Gift is great if you roll a 5-6, reducing strength and toughness by 1 means they practically can't hurt you in combat while you can smush them. 
But again as Luke says this can be very expensive for something that MIGHT help you into combat or help you during combat. 

But again, it should be a personal choice, not just because everyone tells you to get bikes.
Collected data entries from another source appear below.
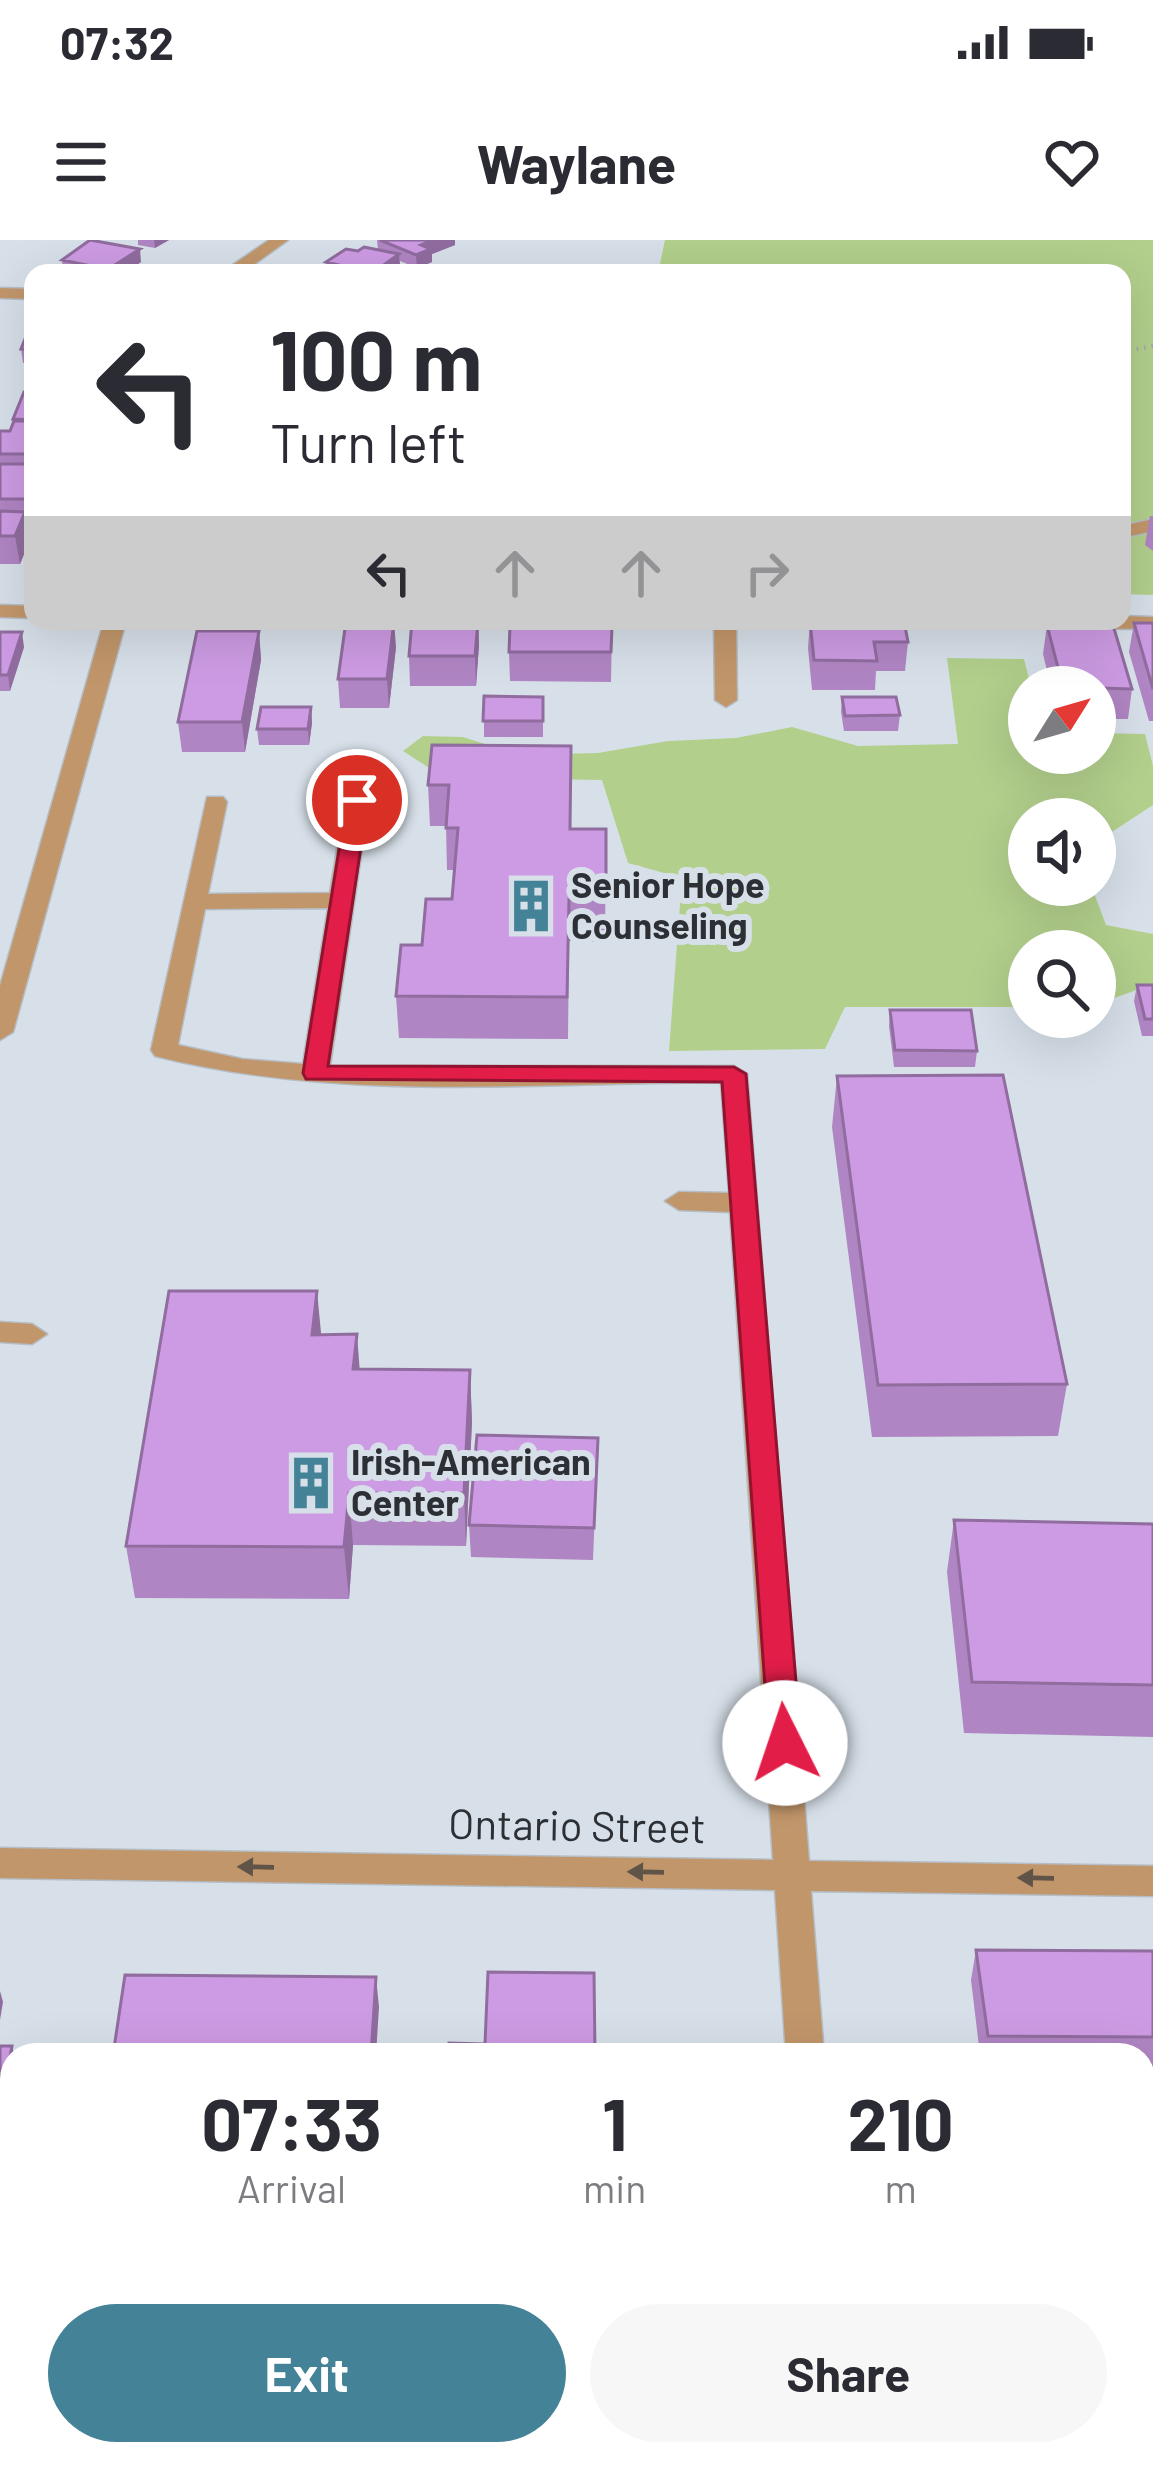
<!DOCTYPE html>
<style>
:root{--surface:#fff;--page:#f7f7f7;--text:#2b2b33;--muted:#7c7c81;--accent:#438297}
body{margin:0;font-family:Barlow,sans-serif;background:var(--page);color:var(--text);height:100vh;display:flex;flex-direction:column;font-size:45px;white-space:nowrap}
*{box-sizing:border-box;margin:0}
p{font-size:39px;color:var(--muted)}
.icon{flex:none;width:66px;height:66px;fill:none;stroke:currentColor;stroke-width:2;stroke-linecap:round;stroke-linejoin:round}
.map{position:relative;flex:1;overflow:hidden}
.side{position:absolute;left:0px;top:1803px;width:1155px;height:423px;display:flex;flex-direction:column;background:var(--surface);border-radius:36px 36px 0 0;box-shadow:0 12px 48px #0002}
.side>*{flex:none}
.hud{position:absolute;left:24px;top:24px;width:1107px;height:366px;border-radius:24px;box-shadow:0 12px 48px #0002;background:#fff;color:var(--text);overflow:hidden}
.needle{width:78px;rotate:53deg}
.controls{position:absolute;left:1008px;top:426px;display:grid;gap:24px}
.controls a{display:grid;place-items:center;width:108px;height:108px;border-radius:50%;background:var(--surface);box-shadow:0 12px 48px #0002;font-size:60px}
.pin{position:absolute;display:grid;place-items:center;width:102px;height:102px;color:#fff;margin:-51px;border:6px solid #fff;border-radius:50%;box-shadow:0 3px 12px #0007}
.me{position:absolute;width:132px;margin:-66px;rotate:356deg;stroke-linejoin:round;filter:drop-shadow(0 0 9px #0008)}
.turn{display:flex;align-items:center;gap:42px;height:252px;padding:0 48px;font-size:54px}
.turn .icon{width:156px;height:156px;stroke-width:2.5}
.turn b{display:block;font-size:84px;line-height:102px}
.lanes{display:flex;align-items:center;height:114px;padding:0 48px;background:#0003;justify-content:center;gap:60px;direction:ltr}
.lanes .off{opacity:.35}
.eta{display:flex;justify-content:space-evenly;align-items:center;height:204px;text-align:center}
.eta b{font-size:72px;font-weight:700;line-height:84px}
.primary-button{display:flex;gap:24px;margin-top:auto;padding:24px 48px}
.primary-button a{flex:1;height:138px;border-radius:72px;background:var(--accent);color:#fff;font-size:48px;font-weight:700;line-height:138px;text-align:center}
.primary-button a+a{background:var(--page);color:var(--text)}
.status{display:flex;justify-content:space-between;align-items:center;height:84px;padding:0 60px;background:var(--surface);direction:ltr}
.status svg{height:33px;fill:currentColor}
header{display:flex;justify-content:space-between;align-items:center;height:156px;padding:0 48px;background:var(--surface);font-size:54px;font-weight:700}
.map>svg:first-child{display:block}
</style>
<div class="status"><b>07:32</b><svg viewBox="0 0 49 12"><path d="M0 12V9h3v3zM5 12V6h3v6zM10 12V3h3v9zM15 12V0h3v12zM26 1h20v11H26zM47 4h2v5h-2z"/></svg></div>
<header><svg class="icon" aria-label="menu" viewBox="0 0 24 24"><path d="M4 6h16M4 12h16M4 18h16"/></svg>Waylane<svg class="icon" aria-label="heart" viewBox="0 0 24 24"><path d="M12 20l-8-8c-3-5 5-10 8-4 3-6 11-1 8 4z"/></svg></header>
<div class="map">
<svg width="1153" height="2225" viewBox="0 0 1153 2225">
<rect width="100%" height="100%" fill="#d7e0e9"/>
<path fill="#b2cf8c" d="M665,0H1153V355L1122,354V33H658Z
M947,418L1024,419L1031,447L1029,513H1095V493L1145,494L1153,526V565L1095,603V579H1029V645H1091L1106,685L1153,694V744L1095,765V711H1029V767H845L825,809L669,811L682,638L628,623L602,540L443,537L403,511L423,496L463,497L519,515L598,513L668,501L736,498L792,487L858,506L958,504Z"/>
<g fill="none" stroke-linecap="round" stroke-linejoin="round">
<defs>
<path id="minor" d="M269,0H288L242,33H221Z
M0,48L33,49V59L0,58Z
M1153,279V291L1122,298V286Z
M0,365L33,366V378L0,377Z
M1122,376L1153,377V389L953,387L942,381H1122Z
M104,381H126L13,792L0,800V746Z
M714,381H736L737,460L726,467L715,460Z
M357,553L369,560L330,826H734L747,834L809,1621L1153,1626V1656L811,1651L824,1815H786L775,1650L0,1638V1608L773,1620L730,972L679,970L665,961L679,952L729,953L721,842C534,843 338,862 155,816L151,810L207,557H223L227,562L208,654L330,653L345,560ZM328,668L303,824L242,819L178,805L205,669Z
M0,1082L32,1084L47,1094L32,1104L0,1102Z
M0,2069H12V2109H0Z
M187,2214H229V2225H185Z
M807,2214H849L850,2225H806Z"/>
</defs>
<use href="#minor" stroke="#b5bdc5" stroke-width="3"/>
<path stroke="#a1a8b0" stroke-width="4.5" stroke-dasharray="1.5 6" stroke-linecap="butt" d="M1122,112L1153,106"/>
<use href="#minor" fill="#c2966b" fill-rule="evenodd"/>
</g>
<path fill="#b085c3" d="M138,0H169L155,8L138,5Z
M377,0H455V5L432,14V22L417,28L400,21V28L393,33H327L326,22L358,11L378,10Z
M62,20L141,22L125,33H63Z
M33,99V123H23L21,109Z
M33,152V277L28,287L30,300L20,324H0V191H10L13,179Z
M1150,276H1153V311L1145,305Z
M478,381L479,405L476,446H410L409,416Z
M810,381L908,402L905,431H876L875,450H812L808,408Z
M1134,383H1153V481H1149L1129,412Z
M1047,385L1132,449L1128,479H1095V447H1051L1043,414Z
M612,386L611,442L510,441L509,412Z
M259,391L261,420L245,512H182L178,482Z
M0,392L24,407L10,451H0Z
M396,407L389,468H340L338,439Z
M484,456L543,457V497H484Z
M842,457L900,475L898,491H844L841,472Z
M311,467L312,483L309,505H259L257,489Z
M432,505L570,589H606L605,702L569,701L568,799L399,798L396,756L422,705L452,659L454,630H447L446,586H430L428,545Z
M1137,745H1153V796H1142L1134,761Z
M890,770L977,811L975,827H894L889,786Z
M837,836L1067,1144L1058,1196L872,1197L832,887Z
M321,1095L360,1129L470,1130L472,1182L466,1306L353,1305L349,1359L135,1358L126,1306Z
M598,1198L593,1320L471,1317L469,1285Z
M954,1280L1153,1284V1497L964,1493L947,1332Z
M976,1710L1153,1711V2057H1143V1815H980L971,1740Z
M0,1806L7,1911H0Z
M1036,2214H1143L1153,2225H1037Z"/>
<path fill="#906c9f" d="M154,0H169L155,8Z
M433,0H455V5L432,14V22L417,28L416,15L421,5Z
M140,9L141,22L125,33H102Z
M399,14L400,28L393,33H374Z
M33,238V277L29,287L25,259Z
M25,272L30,300L20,324L15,296Z
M394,381L396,407L389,468L387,439Z
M478,381L479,405L476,446L475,416Z
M259,391L261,420L245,512L242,482Z
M22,392L24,407L10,451L8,435Z
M311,467L312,483L309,505L308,489Z
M317,1051L322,1103L312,1095Z
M357,1094L361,1147L353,1129Z
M470,1130L472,1182L466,1306L464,1253Z
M349,1253L353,1305L349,1359L344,1307Z
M376,1737L379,1767L376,1815H371Z
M0,1751L3,1762L0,1780Z
M12,1806L14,1815H12V1882L7,1911L0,1887V1872Z"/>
<path fill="#cd9be3" stroke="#906c9f" stroke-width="3" d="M90,0L140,9L102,33L80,31L87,25L62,20Z
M380,0H433L421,5L431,9L416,15Z
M364,7L399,14L374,32L379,33H344L351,28L326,22L346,9L358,11Z
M25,99H33V109H21Z
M24,152H33V180L13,179Z
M14,181H33V214H0V191H10Z
M0,224H33V238L25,259H0Z
M0,271L25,272L15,296H0Z
M346,381H394L387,439H338Z
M412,381H478L475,416H409Z
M810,381H904L908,402H874L877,421L814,420Z
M1134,383H1153V449Z
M1047,385H1113L1132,449L1063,447Z
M510,386H612L611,412H509Z
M197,391H259L242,482H178Z
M0,392H22L8,435H0Z
M484,456L543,457V481H483Z
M842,457H896L900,475L845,476Z
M261,467H311L308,489H257Z
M432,505L571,506L570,589H606V660L569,659L567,757L396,756L401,705H422L426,659H452L458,588H446L449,545H428Z
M1137,745H1153V779H1145Z
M890,770H971L977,811L895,810Z
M1003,835L1067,1144L878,1145L837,836Z
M169,1051H317L312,1095L357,1094L353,1129L470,1130L464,1253H349L344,1307L126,1306Z
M477,1195L598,1198L594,1288L469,1285Z
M954,1280L1153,1284V1445L972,1442Z
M976,1710L1153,1711V1797L988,1796Z
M488,1732L594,1733L595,1815H448L449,1803L485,1804Z
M125,1735L376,1737L371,1815H113Z
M0,1806H12L0,1872Z
M1143,1827H1153V1916H1143Z
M1143,1940H1153V2028H1143Z
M1143,2093H1153V2225H1052L1051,2214H1143Z
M439,2214H613V2225H438Z"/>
<defs><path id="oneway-solid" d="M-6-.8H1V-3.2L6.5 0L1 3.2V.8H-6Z" transform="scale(3)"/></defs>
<g fill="#605347">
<use href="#oneway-solid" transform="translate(256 1627) rotate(-179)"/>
<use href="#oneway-solid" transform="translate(646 1632) rotate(-179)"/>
<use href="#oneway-solid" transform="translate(1036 1638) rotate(-179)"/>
</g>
<path fill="#e11d48" stroke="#92132f" stroke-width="3" d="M357,553L368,560L328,826L734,827L746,834L801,1503L796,1512L785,1515L774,1512L769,1503L722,842L306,839L303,833L347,560Z"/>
<defs>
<symbol id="building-bare" viewBox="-9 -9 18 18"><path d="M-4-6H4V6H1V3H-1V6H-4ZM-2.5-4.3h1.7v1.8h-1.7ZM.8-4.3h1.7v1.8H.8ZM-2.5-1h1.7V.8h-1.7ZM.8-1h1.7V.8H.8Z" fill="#438297" stroke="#d7e0e9" stroke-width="2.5" paint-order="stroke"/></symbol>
</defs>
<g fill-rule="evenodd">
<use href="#building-bare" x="493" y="628" width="76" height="76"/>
<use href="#building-bare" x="273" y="1205" width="76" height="76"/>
</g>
<g text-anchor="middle" stroke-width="12" stroke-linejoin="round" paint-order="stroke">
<g font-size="36" font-weight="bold" fill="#2c2f33" stroke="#d7e0e9" text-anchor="start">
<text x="571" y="658">Senior Hope<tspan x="571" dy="41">Counseling</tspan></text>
<text x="351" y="1235">Irish-American<tspan x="351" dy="41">Center</tspan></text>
</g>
<g font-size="42" fill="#2c2f33" stroke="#d7e0e9">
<text transform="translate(577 1586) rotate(1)" y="15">Ontario Street</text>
</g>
</g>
</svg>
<div class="controls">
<a><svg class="needle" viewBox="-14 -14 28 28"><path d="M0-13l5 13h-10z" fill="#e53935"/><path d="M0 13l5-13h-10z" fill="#7c7c81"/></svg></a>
<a><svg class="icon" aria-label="sound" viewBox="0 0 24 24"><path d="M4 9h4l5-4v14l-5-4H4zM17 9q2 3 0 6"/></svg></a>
<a><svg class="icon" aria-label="search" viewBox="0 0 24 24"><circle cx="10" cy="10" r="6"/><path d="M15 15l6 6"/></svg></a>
</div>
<div class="pin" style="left:357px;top:560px;background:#d93025"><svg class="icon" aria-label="arrive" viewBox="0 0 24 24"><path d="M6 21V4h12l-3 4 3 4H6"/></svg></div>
<svg class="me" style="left:785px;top:1503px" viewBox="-20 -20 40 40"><circle r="19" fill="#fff"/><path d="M0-13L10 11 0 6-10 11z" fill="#e11d48"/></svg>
<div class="hud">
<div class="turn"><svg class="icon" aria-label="left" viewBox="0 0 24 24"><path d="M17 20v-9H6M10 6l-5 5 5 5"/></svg><div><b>100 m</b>Turn left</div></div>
<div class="lanes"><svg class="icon" aria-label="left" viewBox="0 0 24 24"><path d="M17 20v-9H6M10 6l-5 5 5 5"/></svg><svg class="icon off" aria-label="ahead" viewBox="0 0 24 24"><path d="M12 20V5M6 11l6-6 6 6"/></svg><svg class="icon off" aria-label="ahead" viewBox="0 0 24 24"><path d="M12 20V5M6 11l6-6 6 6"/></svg><svg class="icon off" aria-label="right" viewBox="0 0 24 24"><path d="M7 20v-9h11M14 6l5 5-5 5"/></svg></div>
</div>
<section class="side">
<div class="eta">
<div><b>07:33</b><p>Arrival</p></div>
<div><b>1</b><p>min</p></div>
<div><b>210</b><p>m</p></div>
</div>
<div class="primary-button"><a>Exit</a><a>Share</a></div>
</section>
</div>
If you want them go for it, if not don't bother.


----------



## Ragewind (Aug 3, 2008)

Chaos Bikes are very good overall in this edition

a example

Bikers w/ MoK will give you 60+ attacks on the charge

30 from the Bikers
20 from the Mark
10 from Hammer of Wrath

All of the marks have great potential, really taking 10-20 in a army will only help you


----------



## Mossy Toes (Jun 8, 2009)

Ragewind said:


> Chaos Bikes are very good overall in this edition
> 
> a example
> 
> ...


Noooot quite. Make that:

Bikers w/ MoK will give you 51 attacks on the charge

21 from the Bikers (inc. Champ)
20 from the Mark
10 from Hammer of Wrath

Plus 20 bolter shots which can reroll to hit.


----------



## Ragewind (Aug 3, 2008)

Mossy Toes said:


> Noooot quite. Make that:
> 
> Bikers w/ MoK will give you 51 attacks on the charge
> 
> ...


In my mind I included the Bolter shots but assumed the Bikers don't have a CCW and Pistol hence the 30.


----------